On a few occasions, Wall Street sued regulators for not running new legislation through enough 'cost benefit analysis.' Or they get more creative — here's what they did when the CFTC tried to implement commodities position limits (from the piece):
"In an even more awesome demonstration of sheer balls, Scalia & Co. also argued that the CFTC's vote to establish position limits was invalid because one of the agency's commissioners, Michael Dunn, did not really believe in the law."
Step 3 — "If you can't beat it, stall." Dodd-Frank is the perfect example of this. It was supposed to be implemented in October 2010, but the SEC decided on a stay at the last minute, "essentially giving the Chamber of Commerce time to prepare its lawsuit to permanently kill the rule," Taibbi writes. Or how about the Volcker Rule which regulators have stalled to April 2014?

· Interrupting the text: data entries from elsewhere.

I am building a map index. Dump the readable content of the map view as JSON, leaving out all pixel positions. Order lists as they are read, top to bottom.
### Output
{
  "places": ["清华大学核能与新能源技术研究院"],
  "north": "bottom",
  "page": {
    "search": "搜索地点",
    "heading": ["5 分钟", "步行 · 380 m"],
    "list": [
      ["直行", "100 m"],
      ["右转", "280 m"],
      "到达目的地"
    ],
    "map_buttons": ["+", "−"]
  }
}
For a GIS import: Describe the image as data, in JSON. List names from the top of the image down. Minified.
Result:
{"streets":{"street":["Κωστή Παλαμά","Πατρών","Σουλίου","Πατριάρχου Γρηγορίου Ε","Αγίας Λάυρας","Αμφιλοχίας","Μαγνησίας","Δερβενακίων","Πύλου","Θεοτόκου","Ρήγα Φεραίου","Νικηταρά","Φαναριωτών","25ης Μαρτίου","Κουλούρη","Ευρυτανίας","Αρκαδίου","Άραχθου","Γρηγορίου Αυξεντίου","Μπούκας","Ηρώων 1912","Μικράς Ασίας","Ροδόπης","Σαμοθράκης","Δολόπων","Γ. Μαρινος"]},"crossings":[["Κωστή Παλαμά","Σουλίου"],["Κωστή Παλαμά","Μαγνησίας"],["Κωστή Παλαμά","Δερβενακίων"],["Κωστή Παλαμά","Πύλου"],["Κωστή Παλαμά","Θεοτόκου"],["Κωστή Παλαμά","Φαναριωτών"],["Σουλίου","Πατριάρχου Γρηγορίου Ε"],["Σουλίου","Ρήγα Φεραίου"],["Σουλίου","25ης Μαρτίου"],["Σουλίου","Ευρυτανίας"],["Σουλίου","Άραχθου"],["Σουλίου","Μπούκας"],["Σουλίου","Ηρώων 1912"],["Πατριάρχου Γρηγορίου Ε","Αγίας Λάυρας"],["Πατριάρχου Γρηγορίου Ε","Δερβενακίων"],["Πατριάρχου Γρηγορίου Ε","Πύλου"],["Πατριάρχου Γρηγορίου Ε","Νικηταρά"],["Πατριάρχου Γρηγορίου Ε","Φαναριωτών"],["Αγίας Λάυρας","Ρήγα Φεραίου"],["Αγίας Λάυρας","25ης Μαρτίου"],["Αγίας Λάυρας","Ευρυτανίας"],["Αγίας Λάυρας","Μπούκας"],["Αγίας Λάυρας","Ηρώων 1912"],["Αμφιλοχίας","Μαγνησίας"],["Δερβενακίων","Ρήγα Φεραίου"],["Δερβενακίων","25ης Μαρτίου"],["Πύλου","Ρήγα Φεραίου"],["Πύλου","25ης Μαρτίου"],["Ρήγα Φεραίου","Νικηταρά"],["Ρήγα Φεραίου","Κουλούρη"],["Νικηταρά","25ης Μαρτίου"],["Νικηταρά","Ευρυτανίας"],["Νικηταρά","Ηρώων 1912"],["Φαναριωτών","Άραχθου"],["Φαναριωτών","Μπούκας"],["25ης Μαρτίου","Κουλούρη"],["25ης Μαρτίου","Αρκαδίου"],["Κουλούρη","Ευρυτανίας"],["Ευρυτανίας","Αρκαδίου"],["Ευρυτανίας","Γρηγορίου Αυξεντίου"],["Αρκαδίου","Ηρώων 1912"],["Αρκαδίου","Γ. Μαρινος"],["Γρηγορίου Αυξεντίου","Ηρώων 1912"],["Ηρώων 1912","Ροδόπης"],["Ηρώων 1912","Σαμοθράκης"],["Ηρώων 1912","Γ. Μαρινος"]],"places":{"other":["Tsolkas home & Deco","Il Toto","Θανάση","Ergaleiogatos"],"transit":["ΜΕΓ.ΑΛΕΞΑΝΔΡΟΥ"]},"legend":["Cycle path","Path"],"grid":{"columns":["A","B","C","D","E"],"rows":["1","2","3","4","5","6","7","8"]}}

Step 4 — "Bully the regulators." Congress can (and has) slash/freeze their budgets, and don't forget all that suing, which can serve as a powerfully deterrent as well (from the piece).
Even the CFTC admits this pressure exists: Commissioner Bart Chilton warned in March that his regulators risk being "scared into making rules and regulations that are weak or ineffective because we are overly concerned about what we call 'litigation risk.'" According to Marcus Stanley, policy director for Americans for Financial Reform, one regulator admitted that he worries in advance about Wall Street going over his head. "If we make this rule too tough," the regulator told Stanley, "industry is just going to go to Congress and punch it full of holes."

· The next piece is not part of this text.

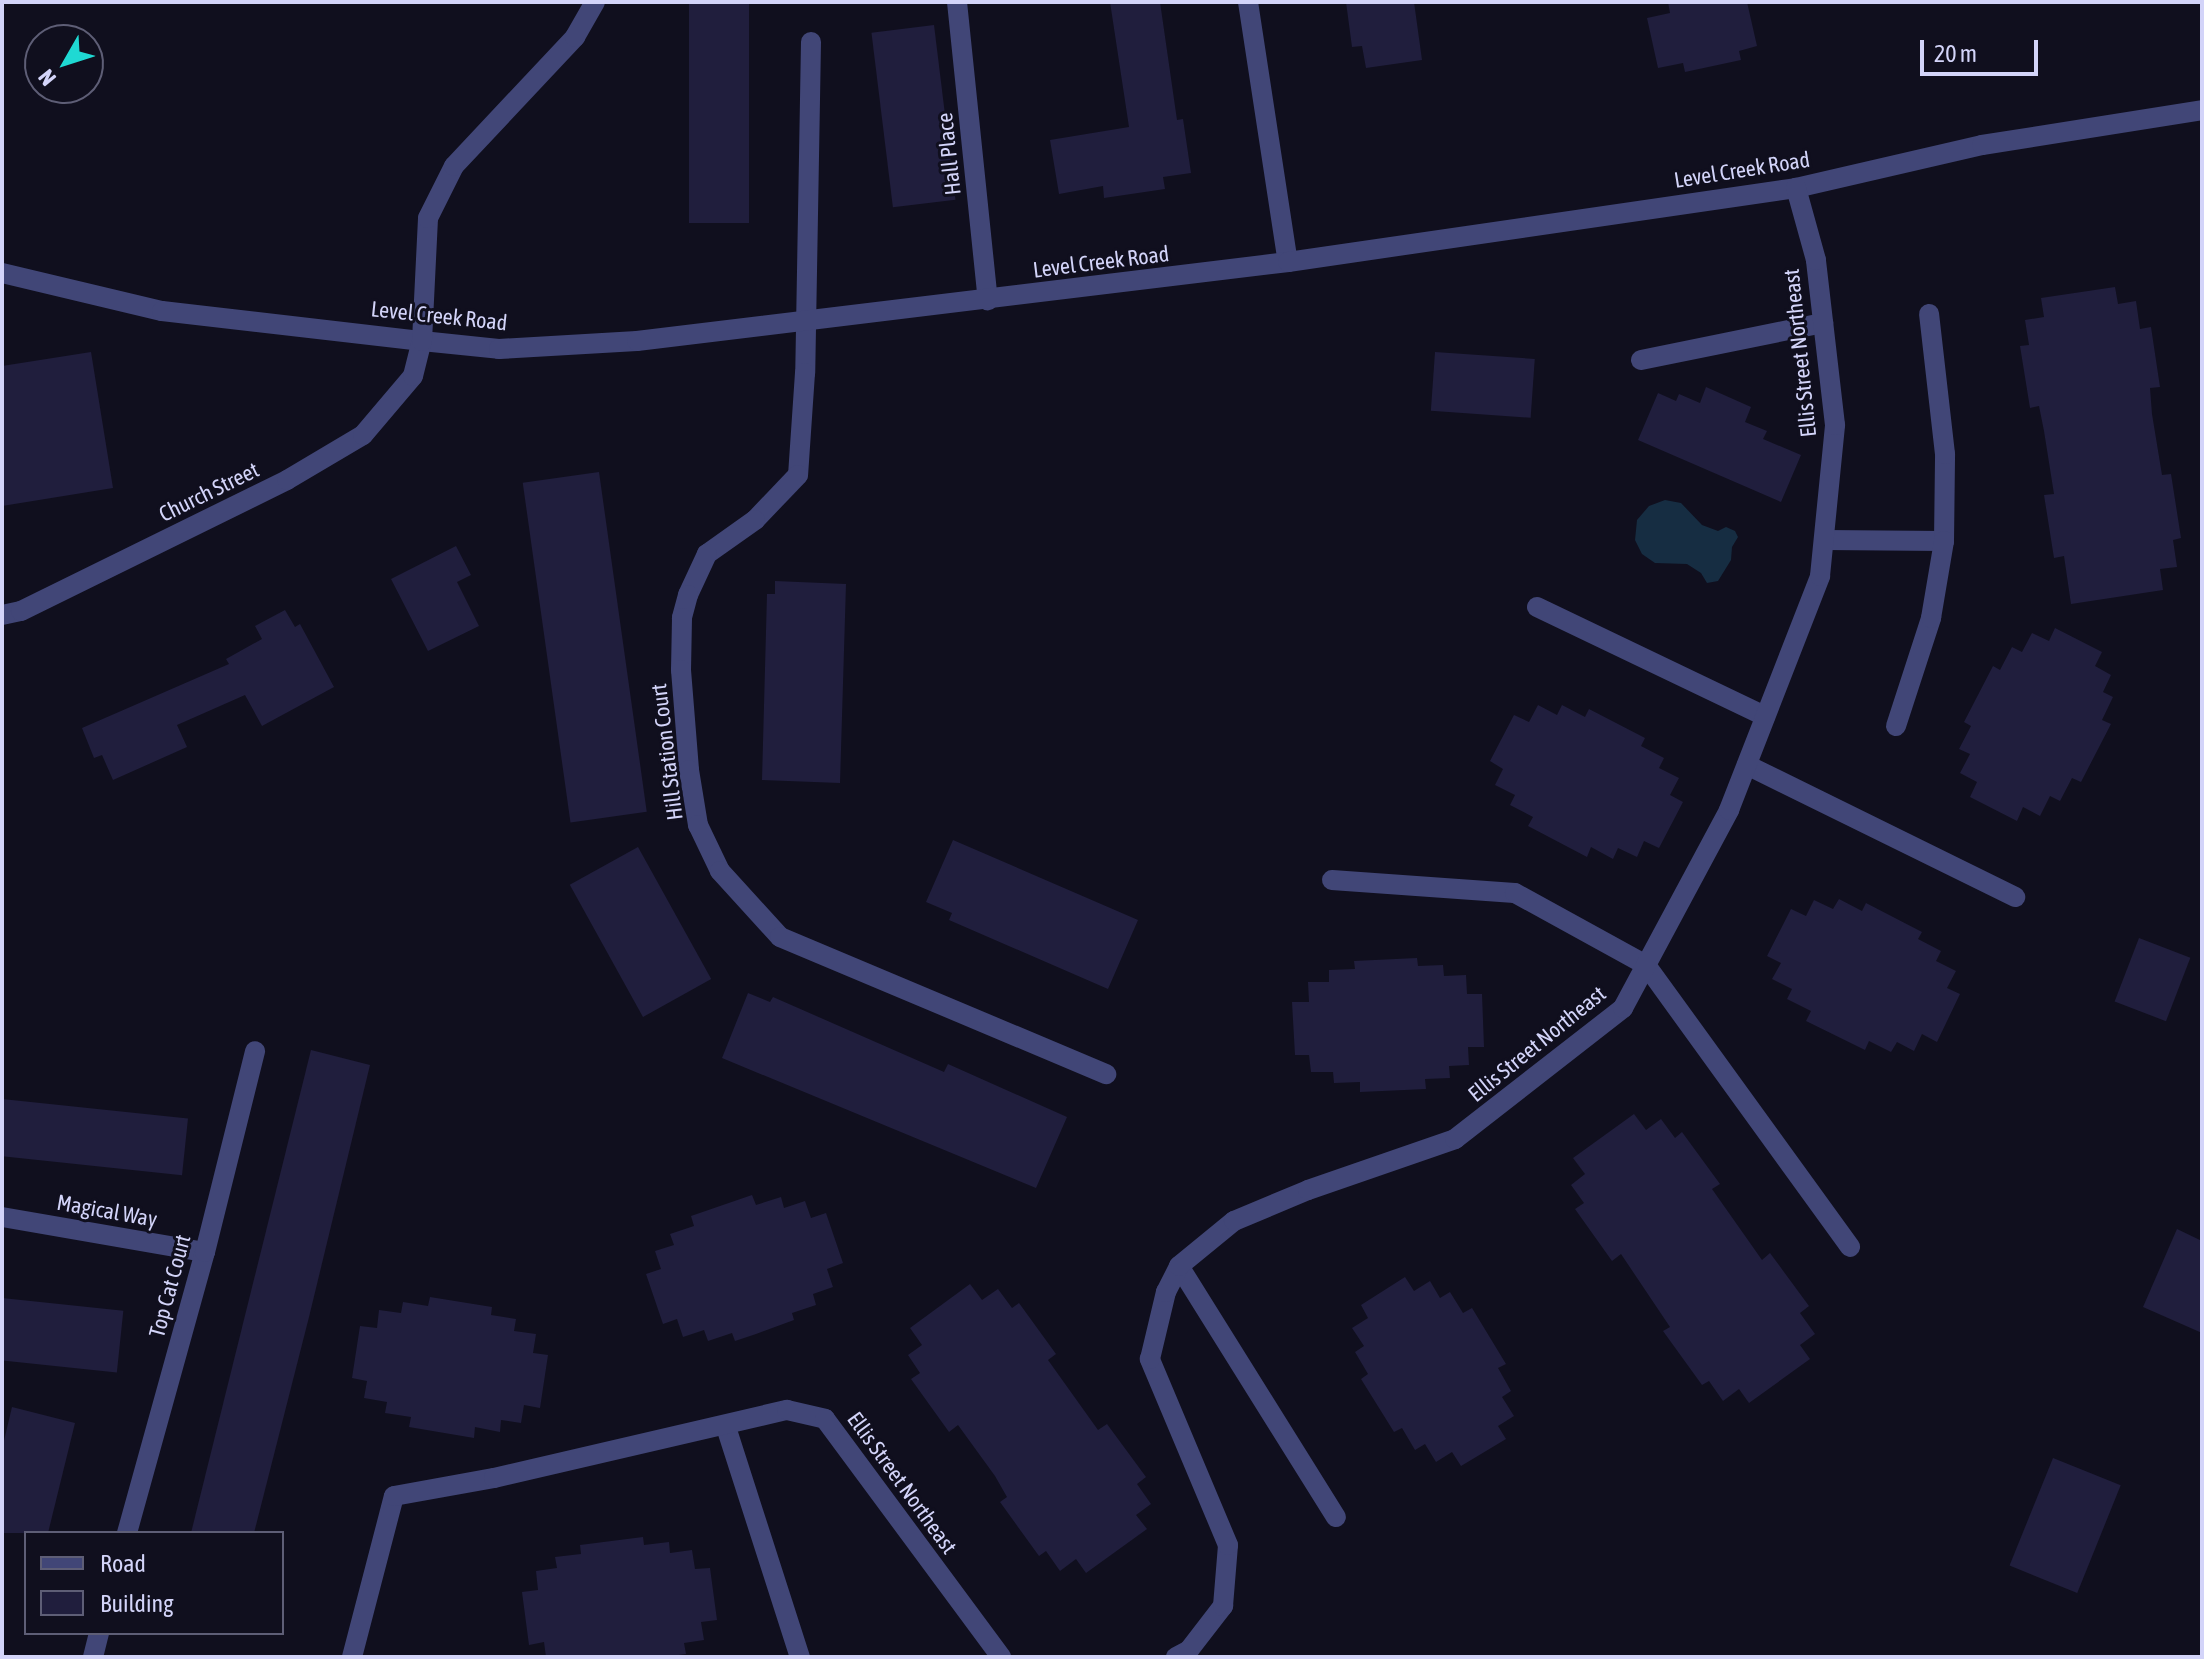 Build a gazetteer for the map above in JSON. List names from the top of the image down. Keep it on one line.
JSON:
{"streets":{"street":["Hall Place","Level Creek Road","Ellis Street Northeast","Church Street","Hill Station Court","Magical Way","Top Cat Court"]},"crossings":[["Hall Place","Level Creek Road"],["Level Creek Road","Ellis Street Northeast"],["Level Creek Road","Church Street"],["Level Creek Road","Hill Station Court"],["Magical Way","Top Cat Court"]],"legend":["Road","Building"],"scale_bar":"20 m","north":"bottom left"}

Step 5 — "Pass a gazillion loop holes." Wall Street does have useful friends in Congress, so when the going gets tough, it just have friends write some loopholes. Or, as Taibbi reports, Wall Street writes the legislation and then its friends pass it along (from the piece).
You might wonder how a bunch of lunkhead Republican congressmen would even know how to write a coordinated series of "technical fixes" to derivatives regulation, a universe so complicated that it has become hard to find anyone on the Hill who truly understands the subject. (One congressman who sits on the Financial Services Committee laughingly admitted that when the crash of 2008 happened, he had to look up "credit default swaps" on Wikipedia.) It turns out, they had help from the inside. Scott O'Malia, a Republican commissioner on the CFTC who formerly served as an aide to Senate Minority Leader Mitch McConnell, apparently sent a member of his staff over to the House to help the Republicans write bills to undercut the CFTC's authority.

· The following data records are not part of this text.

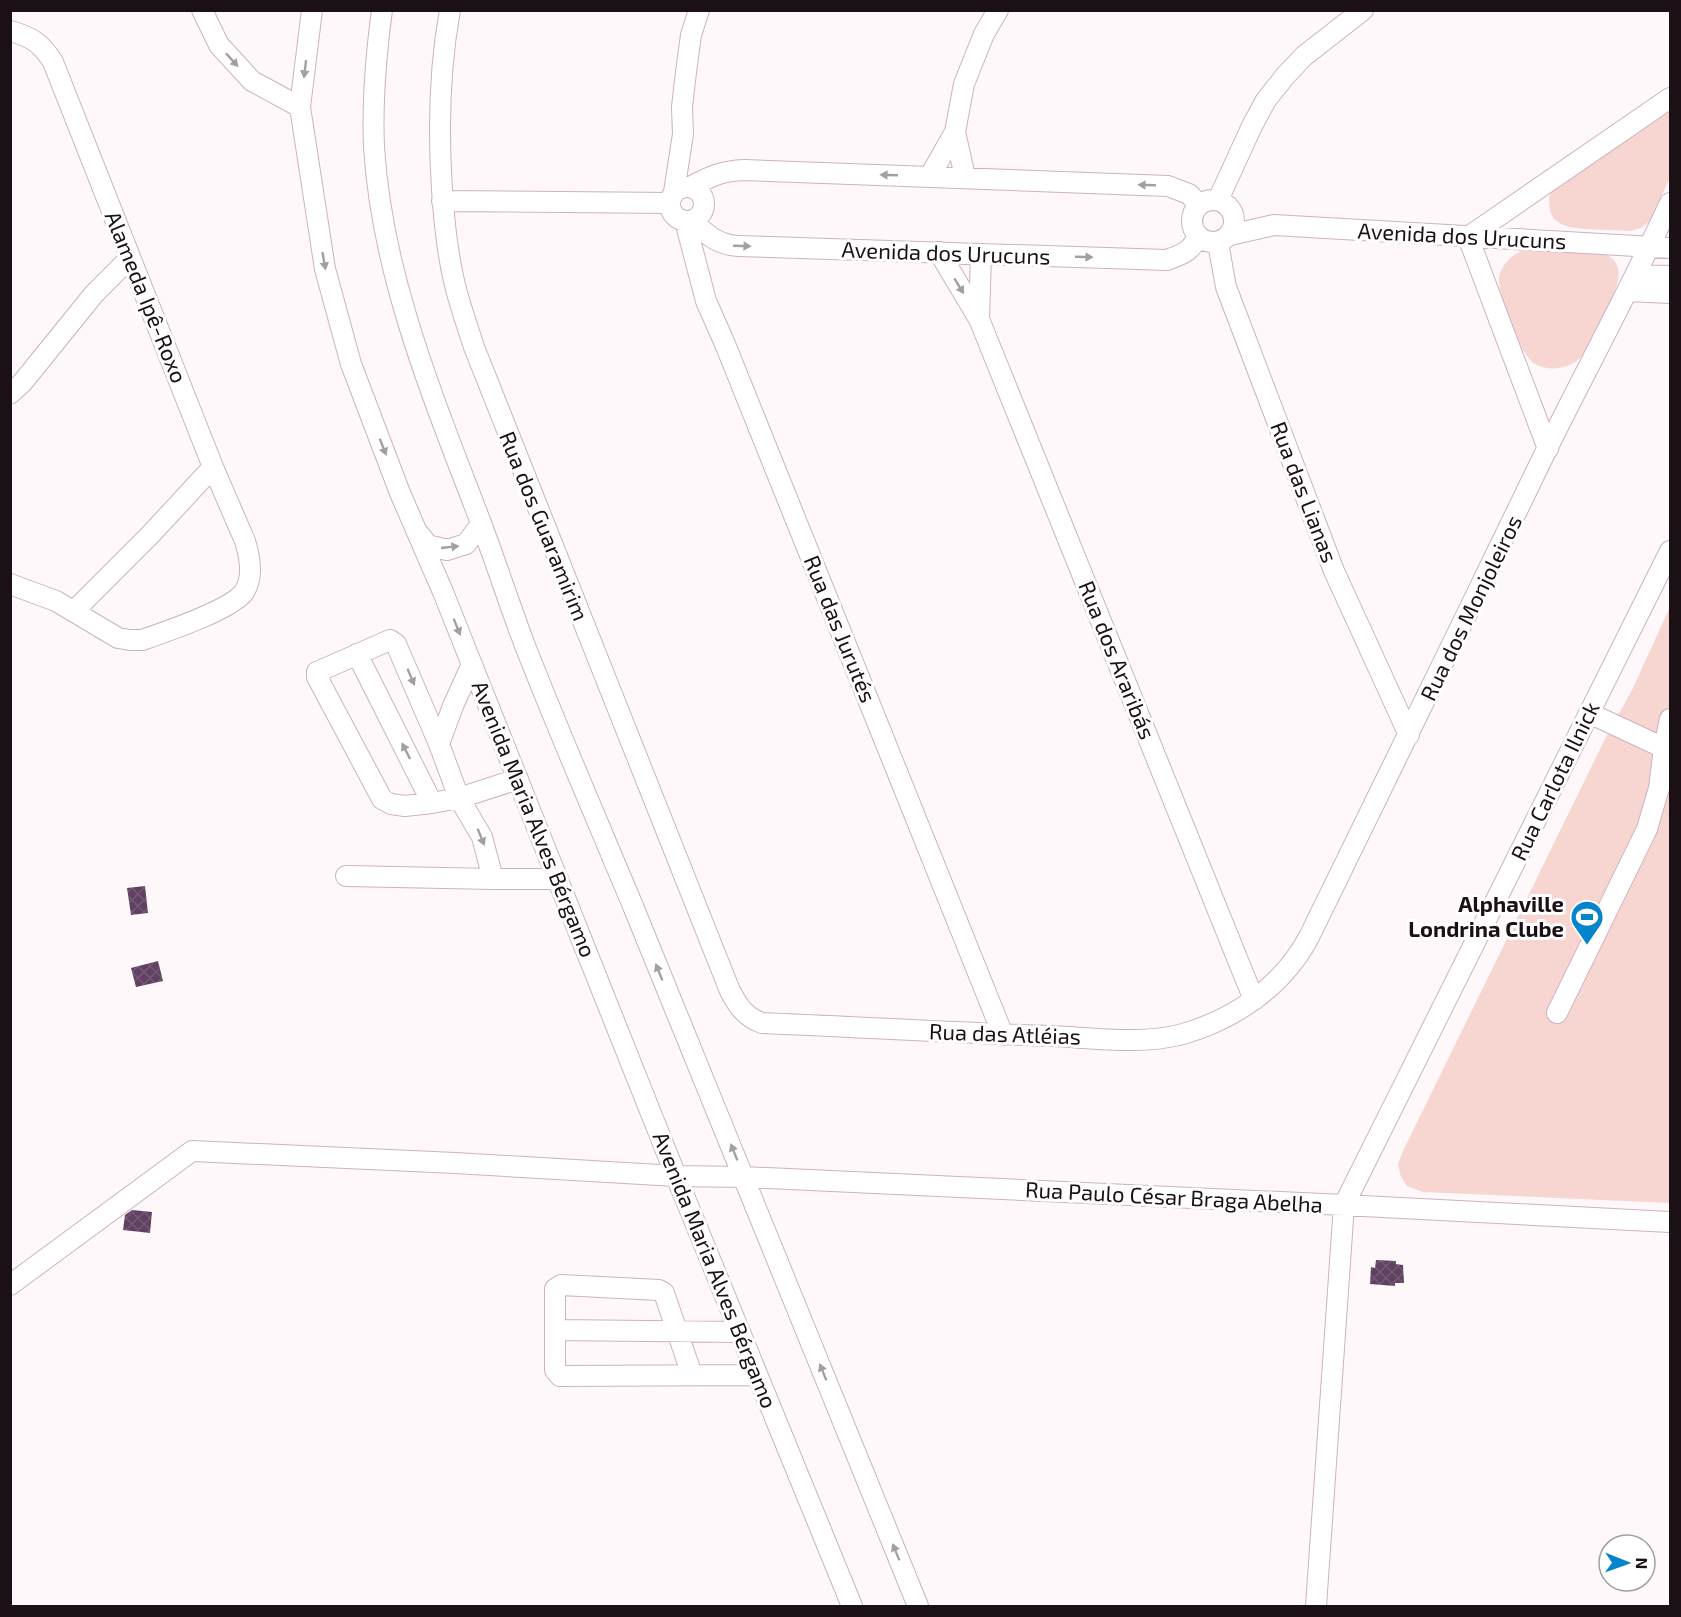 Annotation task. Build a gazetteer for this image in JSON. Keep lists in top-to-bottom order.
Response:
{
  "streets": {
    "street": [
      "Avenida dos Urucuns",
      "Alameda Ipê-Roxo",
      "Rua das Lianas",
      "Rua dos Guaramirim",
      "Rua dos Monjoleiros",
      "Rua das Jurutés",
      "Rua dos Araribás",
      "Rua Carlota Ilnick",
      "Avenida Maria Alves Bérgamo",
      "Rua das Atléias",
      "Rua Paulo César Braga Abelha"
    ]
  },
  "crossings": [
    ["Avenida dos Urucuns", "Rua das Lianas"],
    ["Avenida dos Urucuns", "Rua dos Monjoleiros"],
    ["Avenida dos Urucuns", "Rua das Jurutés"],
    ["Avenida dos Urucuns", "Rua dos Araribás"],
    ["Rua das Lianas", "Rua dos Monjoleiros"],
    ["Rua dos Guaramirim", "Rua das Atléias"],
    ["Rua dos Monjoleiros", "Rua dos Araribás"],
    ["Rua dos Monjoleiros", "Rua das Atléias"],
    ["Rua das Jurutés", "Rua das Atléias"],
    ["Rua dos Araribás", "Rua das Atléias"],
    ["Rua Carlota Ilnick", "Rua Paulo César Braga Abelha"],
    ["Avenida Maria Alves Bérgamo", "Rua Paulo César Braga Abelha"]
  ],
  "places": {
    "sports": ["Alphaville Londrina Clube"]
  },
  "north": "right"
}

In case you've been living under a rock, you know this strategy works. That's partly because most people don't know what these regulations are meant to regulate anyway. Ask your average person if they know how the swaps market is and you'll likely get a furrowed brow and quizzical glance.
So Wall Street has that going for it — the American people don't understand what they do in the first place.

Now you have the strategy, though. Great, right? Now go undo some good.